We are utilizing coveralls to display the coverage report. The coverage report will be available in the PR's description. You can also view previous runs for the AgentBaker repo here.
We calculate code coverage for both unit tests and E2E tests.
E2E coverage report
To generate E2E coverage reports, we use code coverage changes introduced in Go 1.20.
Coverage report is generated by running AgentBaker's API server locally as a binary created with the -cover flag. E2E tests are then ran against that binary.

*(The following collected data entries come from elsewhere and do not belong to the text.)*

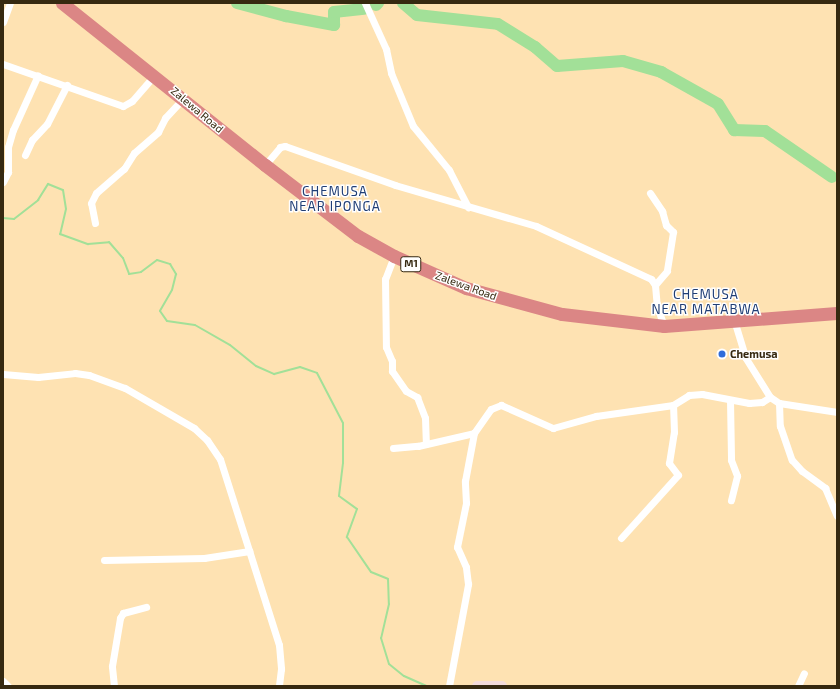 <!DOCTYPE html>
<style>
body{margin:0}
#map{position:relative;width:840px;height:689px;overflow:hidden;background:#fee2b2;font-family:"Exo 2",sans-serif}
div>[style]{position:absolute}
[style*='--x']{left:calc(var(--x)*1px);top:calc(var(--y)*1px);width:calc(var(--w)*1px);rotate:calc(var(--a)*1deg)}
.stream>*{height:2px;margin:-1px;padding:0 1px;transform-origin:1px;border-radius:1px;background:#a2e098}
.river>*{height:12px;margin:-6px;padding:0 6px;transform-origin:6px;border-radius:6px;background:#a2e098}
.street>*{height:7px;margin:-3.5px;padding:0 3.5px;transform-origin:3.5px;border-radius:3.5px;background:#fff}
.secondary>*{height:10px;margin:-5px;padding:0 5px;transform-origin:5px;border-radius:5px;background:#f4dbda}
.highway>*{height:13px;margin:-6.5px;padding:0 6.5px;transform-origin:6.5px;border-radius:6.5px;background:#db8685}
.dots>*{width:11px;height:11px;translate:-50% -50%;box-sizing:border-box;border:2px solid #fff;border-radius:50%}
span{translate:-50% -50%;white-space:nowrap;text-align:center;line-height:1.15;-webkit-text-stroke:3px #fff;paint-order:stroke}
.shield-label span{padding:1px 3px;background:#fff;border:1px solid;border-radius:3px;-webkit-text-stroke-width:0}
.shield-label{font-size:10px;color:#362910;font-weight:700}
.street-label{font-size:11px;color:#362910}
.poi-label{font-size:11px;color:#362910;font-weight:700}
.left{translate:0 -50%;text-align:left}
.quarter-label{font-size:13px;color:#203e75;letter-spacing:1px}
.frame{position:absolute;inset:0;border:4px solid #362910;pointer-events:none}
</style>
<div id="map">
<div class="stream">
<i style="--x:832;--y:177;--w:5;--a:0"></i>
<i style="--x:3;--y:218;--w:11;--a:5"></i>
<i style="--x:14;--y:219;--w:31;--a:-38"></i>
<i style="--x:38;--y:200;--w:19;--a:-58"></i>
<i style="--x:48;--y:184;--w:16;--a:22"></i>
<i style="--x:63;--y:190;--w:19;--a:81"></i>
<i style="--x:66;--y:209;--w:26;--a:103"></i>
<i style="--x:60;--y:234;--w:30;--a:20"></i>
<i style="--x:88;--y:244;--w:21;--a:-5"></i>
<i style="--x:109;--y:242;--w:21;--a:49"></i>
<i style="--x:123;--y:258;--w:17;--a:69"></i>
<i style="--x:129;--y:274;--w:12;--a:-9"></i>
<i style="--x:141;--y:272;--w:20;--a:-37"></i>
<i style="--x:157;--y:260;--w:14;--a:17"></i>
<i style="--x:170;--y:264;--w:12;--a:59"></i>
<i style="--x:176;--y:274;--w:16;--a:104"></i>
<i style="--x:172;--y:290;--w:24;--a:120"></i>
<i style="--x:160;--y:311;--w:12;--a:55"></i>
<i style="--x:167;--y:321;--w:28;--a:8"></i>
<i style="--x:195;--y:325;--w:40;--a:29.7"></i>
<i style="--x:230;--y:345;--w:33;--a:39"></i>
<i style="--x:256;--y:366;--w:20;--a:24"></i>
<i style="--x:274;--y:374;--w:27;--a:-15"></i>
<i style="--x:300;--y:367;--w:18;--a:19"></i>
<i style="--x:317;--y:373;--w:56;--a:62.5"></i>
<i style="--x:343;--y:423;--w:40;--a:90"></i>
<i style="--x:343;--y:463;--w:33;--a:97"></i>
<i style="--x:339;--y:496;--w:22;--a:36"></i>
<i style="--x:357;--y:509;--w:30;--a:110"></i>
<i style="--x:347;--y:537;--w:42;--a:55.6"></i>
<i style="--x:371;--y:572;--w:18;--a:22"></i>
<i style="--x:388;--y:579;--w:25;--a:88"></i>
<i style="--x:389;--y:604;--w:35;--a:103"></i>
<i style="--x:381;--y:638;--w:27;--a:73"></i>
<i style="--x:389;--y:664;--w:19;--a:39"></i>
<i style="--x:404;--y:676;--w:24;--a:24"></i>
</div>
<div class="river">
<i style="--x:237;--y:3;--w:51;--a:14.9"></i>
<i style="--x:286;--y:16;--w:49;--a:10.6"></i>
<i style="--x:334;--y:25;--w:13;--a:-90"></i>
<i style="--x:334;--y:12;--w:30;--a:-6"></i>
<i style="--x:403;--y:3;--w:18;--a:41"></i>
<i style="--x:417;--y:15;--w:81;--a:6.3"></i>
<i style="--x:498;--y:24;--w:44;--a:31.9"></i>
<i style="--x:535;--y:47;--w:29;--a:41"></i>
<i style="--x:557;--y:66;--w:66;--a:-4.3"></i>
<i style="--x:623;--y:61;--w:40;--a:16"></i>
<i style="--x:661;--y:72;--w:65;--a:29.3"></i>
<i style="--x:718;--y:104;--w:31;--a:58"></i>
<i style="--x:734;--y:130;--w:31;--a:2"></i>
<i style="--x:765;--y:131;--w:81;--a:34.5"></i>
<i style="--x:376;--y:5;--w:3;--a:-45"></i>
</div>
<div class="street">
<i style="--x:365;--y:3;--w:51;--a:65.5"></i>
<i style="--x:386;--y:49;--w:25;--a:78"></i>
<i style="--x:391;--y:73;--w:57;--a:67.5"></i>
<i style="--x:413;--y:126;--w:57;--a:50.7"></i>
<i style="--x:449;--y:170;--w:42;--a:62.8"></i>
<i style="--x:3;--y:22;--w:20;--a:-70"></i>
<i style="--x:3;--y:64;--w:127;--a:19.3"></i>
<i style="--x:123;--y:106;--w:10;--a:-29"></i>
<i style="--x:132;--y:101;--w:33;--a:-49"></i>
<i style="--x:25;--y:155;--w:17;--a:-65"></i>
<i style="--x:32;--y:140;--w:22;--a:-47"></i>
<i style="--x:47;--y:124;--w:44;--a:-62.9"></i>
<i style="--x:265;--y:165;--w:23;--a:-50"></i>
<i style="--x:280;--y:147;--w:5;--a:-11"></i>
<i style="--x:285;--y:146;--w:117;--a:19.5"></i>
<i style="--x:395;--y:185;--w:147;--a:16.2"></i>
<i style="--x:536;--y:226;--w:127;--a:24.7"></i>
<i style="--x:651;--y:279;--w:7;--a:56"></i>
<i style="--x:655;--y:285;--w:21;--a:85"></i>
<i style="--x:657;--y:306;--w:21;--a:71"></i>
<i style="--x:3;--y:182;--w:11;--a:-63"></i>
<i style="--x:8;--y:172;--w:25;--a:-90"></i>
<i style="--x:8;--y:147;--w:18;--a:-74"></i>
<i style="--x:13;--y:130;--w:60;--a:-65.6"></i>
<i style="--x:650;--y:193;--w:22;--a:56"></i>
<i style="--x:662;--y:211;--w:15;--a:74"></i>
<i style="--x:666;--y:225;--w:10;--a:45"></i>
<i style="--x:673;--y:232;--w:39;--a:99"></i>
<i style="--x:667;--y:271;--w:18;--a:131"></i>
<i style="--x:95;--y:223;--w:20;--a:-101"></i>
<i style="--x:91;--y:203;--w:11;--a:-63"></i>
<i style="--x:96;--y:193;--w:37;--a:-41"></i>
<i style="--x:124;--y:169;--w:19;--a:-58"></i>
<i style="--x:134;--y:153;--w:32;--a:-41"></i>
<i style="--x:158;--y:132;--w:16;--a:-63"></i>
<i style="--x:165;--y:118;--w:26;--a:-47"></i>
<i style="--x:394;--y:256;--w:25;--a:111"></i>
<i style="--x:385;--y:279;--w:68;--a:89.2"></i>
<i style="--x:386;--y:347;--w:15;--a:67"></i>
<i style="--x:392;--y:361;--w:10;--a:90"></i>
<i style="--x:392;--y:371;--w:24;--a:55"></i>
<i style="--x:406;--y:391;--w:13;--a:29"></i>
<i style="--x:417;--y:397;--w:22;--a:69"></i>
<i style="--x:425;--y:418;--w:26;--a:88"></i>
<i style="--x:734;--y:320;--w:39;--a:73"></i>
<i style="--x:745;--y:357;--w:47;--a:58"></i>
<i style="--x:770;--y:397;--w:11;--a:34"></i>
<i style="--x:779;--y:403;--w:59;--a:8.8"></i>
<i style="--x:3;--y:374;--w:35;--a:5"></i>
<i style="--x:38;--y:377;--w:37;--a:-6"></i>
<i style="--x:75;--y:373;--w:14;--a:8"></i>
<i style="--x:89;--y:375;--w:38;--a:20"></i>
<i style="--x:125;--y:388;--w:80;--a:30.1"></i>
<i style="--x:194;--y:428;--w:18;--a:43"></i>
<i style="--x:207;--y:440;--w:23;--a:56"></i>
<i style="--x:220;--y:459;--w:195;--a:72.4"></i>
<i style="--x:279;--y:645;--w:24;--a:85"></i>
<i style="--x:281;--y:669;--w:17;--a:97"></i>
<i style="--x:730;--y:400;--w:60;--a:89"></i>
<i style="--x:731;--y:460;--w:17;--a:69"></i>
<i style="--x:737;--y:476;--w:25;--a:104"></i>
<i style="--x:779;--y:403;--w:23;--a:88"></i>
<i style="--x:780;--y:426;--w:36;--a:71"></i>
<i style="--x:792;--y:460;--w:15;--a:48"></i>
<i style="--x:802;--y:471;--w:29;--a:36"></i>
<i style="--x:825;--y:488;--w:30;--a:67"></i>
<i style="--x:393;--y:448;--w:25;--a:-5"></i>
<i style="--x:418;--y:446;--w:57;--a:-13.1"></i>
<i style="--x:621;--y:538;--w:85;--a:-47.9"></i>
<i style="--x:678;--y:475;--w:15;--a:-127"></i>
<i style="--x:669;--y:463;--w:31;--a:-81"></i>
<i style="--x:674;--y:432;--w:27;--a:-92"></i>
<i style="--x:104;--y:560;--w:100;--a:-1.1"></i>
<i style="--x:204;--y:558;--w:46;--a:-8.8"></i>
<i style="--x:3;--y:681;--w:7;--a:45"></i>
<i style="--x:114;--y:686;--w:20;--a:-96"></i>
<i style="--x:112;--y:666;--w:49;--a:-80.5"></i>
<i style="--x:120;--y:618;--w:6;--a:-59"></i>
<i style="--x:123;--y:613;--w:24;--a:-15"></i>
<i style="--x:449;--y:686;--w:104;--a:-79.4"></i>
<i style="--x:468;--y:584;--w:17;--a:-97"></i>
<i style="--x:466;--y:567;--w:22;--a:-114"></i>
<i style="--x:457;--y:547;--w:45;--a:-78.4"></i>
<i style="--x:466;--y:503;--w:22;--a:-93"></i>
<i style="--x:465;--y:481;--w:49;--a:-79.4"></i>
<i style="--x:474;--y:433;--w:29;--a:-55"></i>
<i style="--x:491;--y:409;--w:11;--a:-22"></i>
<i style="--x:501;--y:405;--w:57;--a:23.9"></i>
<i style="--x:553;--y:428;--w:45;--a:-15.6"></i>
<i style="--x:596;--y:416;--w:78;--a:-8.1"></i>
<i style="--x:673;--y:405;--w:19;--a:-32"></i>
<i style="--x:689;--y:395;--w:13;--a:-4"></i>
<i style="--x:702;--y:394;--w:48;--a:10.8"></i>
<i style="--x:749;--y:403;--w:13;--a:-4"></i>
<i style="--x:762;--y:402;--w:9;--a:-32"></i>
<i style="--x:798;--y:686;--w:14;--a:-65"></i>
</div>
<div class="secondary">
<i style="--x:477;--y:686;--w:25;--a:0"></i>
</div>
<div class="highway">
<i style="--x:62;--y:3;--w:260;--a:38.6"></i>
<i style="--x:265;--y:165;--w:117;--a:37.4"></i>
<i style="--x:358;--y:236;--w:41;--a:29.1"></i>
<i style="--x:394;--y:256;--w:79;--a:24"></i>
<i style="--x:466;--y:288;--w:99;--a:15.2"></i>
<i style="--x:562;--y:314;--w:103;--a:6.7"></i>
<i style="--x:664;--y:326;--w:173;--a:-4.3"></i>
</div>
<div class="dots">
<i style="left:722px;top:354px;background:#2f6cda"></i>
</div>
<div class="shield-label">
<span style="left:411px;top:264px">M1</span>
</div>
<div class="street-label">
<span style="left:197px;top:110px;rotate:40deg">Zalewa Road</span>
<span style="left:466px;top:286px;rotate:20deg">Zalewa Road</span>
</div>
<div class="poi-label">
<span class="left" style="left:730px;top:354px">Chemusa</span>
</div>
<div class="quarter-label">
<span style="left:335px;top:199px">CHEMUSA<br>NEAR IPONGA</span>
<span style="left:706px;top:302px">CHEMUSA<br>NEAR MATABWA</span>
</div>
<div class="frame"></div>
</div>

The following packages are used during calculation of coverage for E2E tests:
- github.com/Azure/agentbaker/apiserver
- github.com/Azure/agentbaker/cmd
- github.com/Azure/agentbaker/cmd/starter
- github.com/Azure/agentbaker/pkg/agent
- github.com/Azure/agentbaker/pkg/agent/datamodel
- github.com/Azure/agentbaker/pkg/templates
Generating E2E coverage report locally
You can generate an E2E coverage report while running the E2E tests locally. To do so, follow the steps below:
- Build the AgentBaker server binary with -cover flag:
cd cmd
go build -cover -o baker -covermode count
GOCOVERDIR=covdatafiles ./baker start &
- Create directory for coverage report files
mkdir -p covdatafiles
- Run the binary
GOCOVERDIR=covdatafiles ./baker start &
- Run the E2E tests locally
/bin/bash e2e/e2e-local.sh
- Stop the binary - once the tests finish executing, you have to stop the binary with exit code 0 to generate the report. See the docs here.
kill $(pgrep baker)
- Display the coverage report within the terminal
go tool covdata percent -i=./cmd/somedata